** Source material follows **

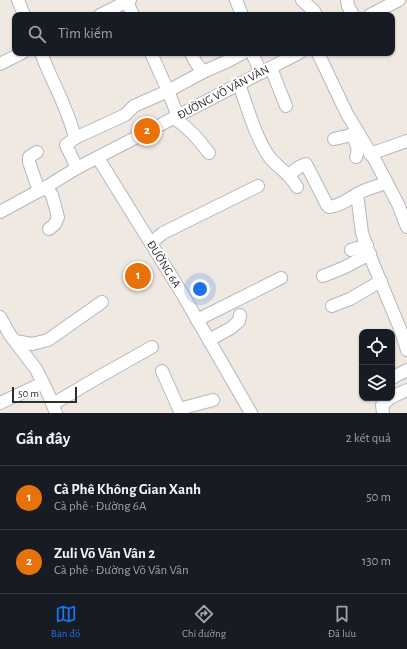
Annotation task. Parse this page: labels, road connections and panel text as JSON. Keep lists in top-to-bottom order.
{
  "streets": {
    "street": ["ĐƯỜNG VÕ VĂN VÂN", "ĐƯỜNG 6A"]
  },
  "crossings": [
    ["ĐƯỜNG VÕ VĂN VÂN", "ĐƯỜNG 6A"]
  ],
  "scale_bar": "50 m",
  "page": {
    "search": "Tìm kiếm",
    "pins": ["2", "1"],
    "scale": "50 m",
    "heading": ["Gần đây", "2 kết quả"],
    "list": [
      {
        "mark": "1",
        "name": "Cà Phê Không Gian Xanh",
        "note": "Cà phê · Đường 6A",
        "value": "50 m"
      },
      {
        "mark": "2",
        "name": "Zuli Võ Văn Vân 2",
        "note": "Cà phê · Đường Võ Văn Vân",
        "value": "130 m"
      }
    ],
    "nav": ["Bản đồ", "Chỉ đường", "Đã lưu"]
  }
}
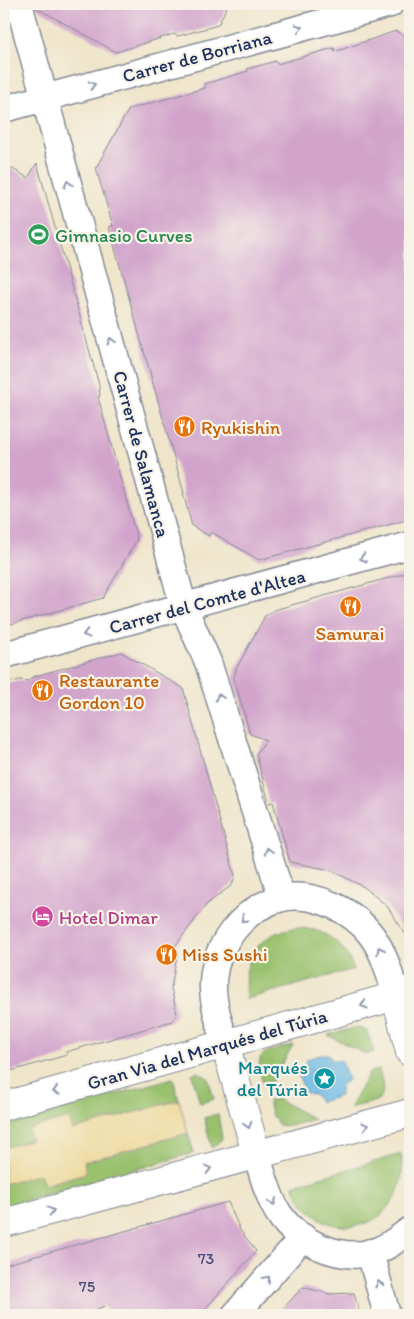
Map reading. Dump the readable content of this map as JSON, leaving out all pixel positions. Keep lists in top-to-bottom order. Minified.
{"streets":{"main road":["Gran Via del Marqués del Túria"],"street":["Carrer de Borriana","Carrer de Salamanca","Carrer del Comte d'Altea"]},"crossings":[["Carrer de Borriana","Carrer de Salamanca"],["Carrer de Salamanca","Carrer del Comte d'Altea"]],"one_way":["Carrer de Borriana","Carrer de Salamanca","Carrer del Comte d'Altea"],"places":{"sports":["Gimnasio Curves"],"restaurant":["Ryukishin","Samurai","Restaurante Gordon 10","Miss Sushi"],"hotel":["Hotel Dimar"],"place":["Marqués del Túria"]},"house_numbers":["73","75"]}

** End of Source material **
** Source material follows **

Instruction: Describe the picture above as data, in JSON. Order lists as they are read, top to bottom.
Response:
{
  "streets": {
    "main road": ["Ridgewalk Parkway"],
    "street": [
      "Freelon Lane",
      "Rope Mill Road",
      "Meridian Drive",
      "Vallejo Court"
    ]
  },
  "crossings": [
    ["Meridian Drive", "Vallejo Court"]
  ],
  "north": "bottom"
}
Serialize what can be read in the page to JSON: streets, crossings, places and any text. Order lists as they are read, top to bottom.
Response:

** End of Source material **

--- Exercise objective ---
Please filter the entries for the word "they" and copy the lines that have it.

--- Response to this exercise ---
Instruction: Describe the picture above as data, in JSON. Order lists as they are read, top to bottom.
Serialize what can be read in the page to JSON: streets, crossings, places and any text. Order lists as they are read, top to bottom.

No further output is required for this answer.